When administered, sugammadex binds at a 1:1 ratio to free steroidal NMB in plasma. Therefore, plasma concentration falls dramatically and shifts the neuromuscular junction blocking agent by the concentration gradient generated.

Sugammadex dosage varies according to the depth of muscle blockade. In moderate neuromuscular block (reappearance of T2), 2 mg.kg-1 is used. In deep block (1-2 PTCs), 4 mg.kg-1 is used. In case of immediate reversal (3 minutes after administration of 1.2 mg.kg-1), 16 mg.kg-1 is used.

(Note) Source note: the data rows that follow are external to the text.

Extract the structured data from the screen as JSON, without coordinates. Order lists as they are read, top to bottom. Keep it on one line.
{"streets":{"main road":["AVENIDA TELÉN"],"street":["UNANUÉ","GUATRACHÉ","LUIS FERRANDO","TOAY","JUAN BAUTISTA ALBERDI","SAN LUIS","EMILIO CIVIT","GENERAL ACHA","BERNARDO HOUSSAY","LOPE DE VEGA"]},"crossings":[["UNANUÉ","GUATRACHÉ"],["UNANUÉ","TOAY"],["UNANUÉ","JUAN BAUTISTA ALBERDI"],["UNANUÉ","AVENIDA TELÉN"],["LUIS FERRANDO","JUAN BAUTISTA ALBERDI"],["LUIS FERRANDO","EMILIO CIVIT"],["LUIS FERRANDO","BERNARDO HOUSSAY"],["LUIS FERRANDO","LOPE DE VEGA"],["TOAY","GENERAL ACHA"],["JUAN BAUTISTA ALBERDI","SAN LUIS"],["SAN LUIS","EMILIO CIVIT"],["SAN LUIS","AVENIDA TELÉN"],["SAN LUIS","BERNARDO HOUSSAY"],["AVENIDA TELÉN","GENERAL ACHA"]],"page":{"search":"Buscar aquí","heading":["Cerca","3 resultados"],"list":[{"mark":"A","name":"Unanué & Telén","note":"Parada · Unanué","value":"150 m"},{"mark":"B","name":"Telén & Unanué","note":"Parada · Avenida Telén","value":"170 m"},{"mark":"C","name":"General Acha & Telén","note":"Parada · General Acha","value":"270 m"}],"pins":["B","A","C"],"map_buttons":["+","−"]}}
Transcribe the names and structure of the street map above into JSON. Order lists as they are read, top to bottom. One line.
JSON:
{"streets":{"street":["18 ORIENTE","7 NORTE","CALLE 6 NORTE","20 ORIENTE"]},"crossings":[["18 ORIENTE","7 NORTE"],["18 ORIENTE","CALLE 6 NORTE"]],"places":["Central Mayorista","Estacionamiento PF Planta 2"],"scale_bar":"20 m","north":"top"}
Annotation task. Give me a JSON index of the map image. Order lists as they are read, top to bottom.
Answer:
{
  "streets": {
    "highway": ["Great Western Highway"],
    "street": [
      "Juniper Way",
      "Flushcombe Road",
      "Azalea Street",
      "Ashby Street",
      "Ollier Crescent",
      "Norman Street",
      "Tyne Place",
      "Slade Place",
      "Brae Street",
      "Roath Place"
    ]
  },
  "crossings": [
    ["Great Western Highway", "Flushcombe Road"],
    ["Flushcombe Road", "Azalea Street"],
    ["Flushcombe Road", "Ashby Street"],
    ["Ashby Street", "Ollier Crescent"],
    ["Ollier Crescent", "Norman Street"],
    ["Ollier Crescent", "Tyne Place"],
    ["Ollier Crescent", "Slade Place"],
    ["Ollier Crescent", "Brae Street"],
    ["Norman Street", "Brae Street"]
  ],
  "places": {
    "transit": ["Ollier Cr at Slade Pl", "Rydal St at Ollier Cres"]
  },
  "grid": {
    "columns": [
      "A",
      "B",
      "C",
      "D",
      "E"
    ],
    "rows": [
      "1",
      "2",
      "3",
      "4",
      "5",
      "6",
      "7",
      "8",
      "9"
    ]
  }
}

Several studies have shown the efficacy and speed of rocuronium reversal.

The most common adverse reactions of sugammadex are post-surgical pain, nausea, vomiting, pyrexia, back pain, headache, sore throat, cough, and constipation 16-17. The patient showed no such changes during anesthetic recovery.

 

CONCLUSION

Sugammadex has shown to be a safe drug, fast acting, and effective for reversal of neuromuscular block, avoiding the associated complications. It is therefore a new alternative for the reversal of muscular blockade induced by steroidal agents, more specifically for rocuronium. We emphasize that the diagnosis and appropriate treatment were only possible thanks to the use of neuromuscular junction monitoring, which allowed, with the use of sugammadex, a safe extubation.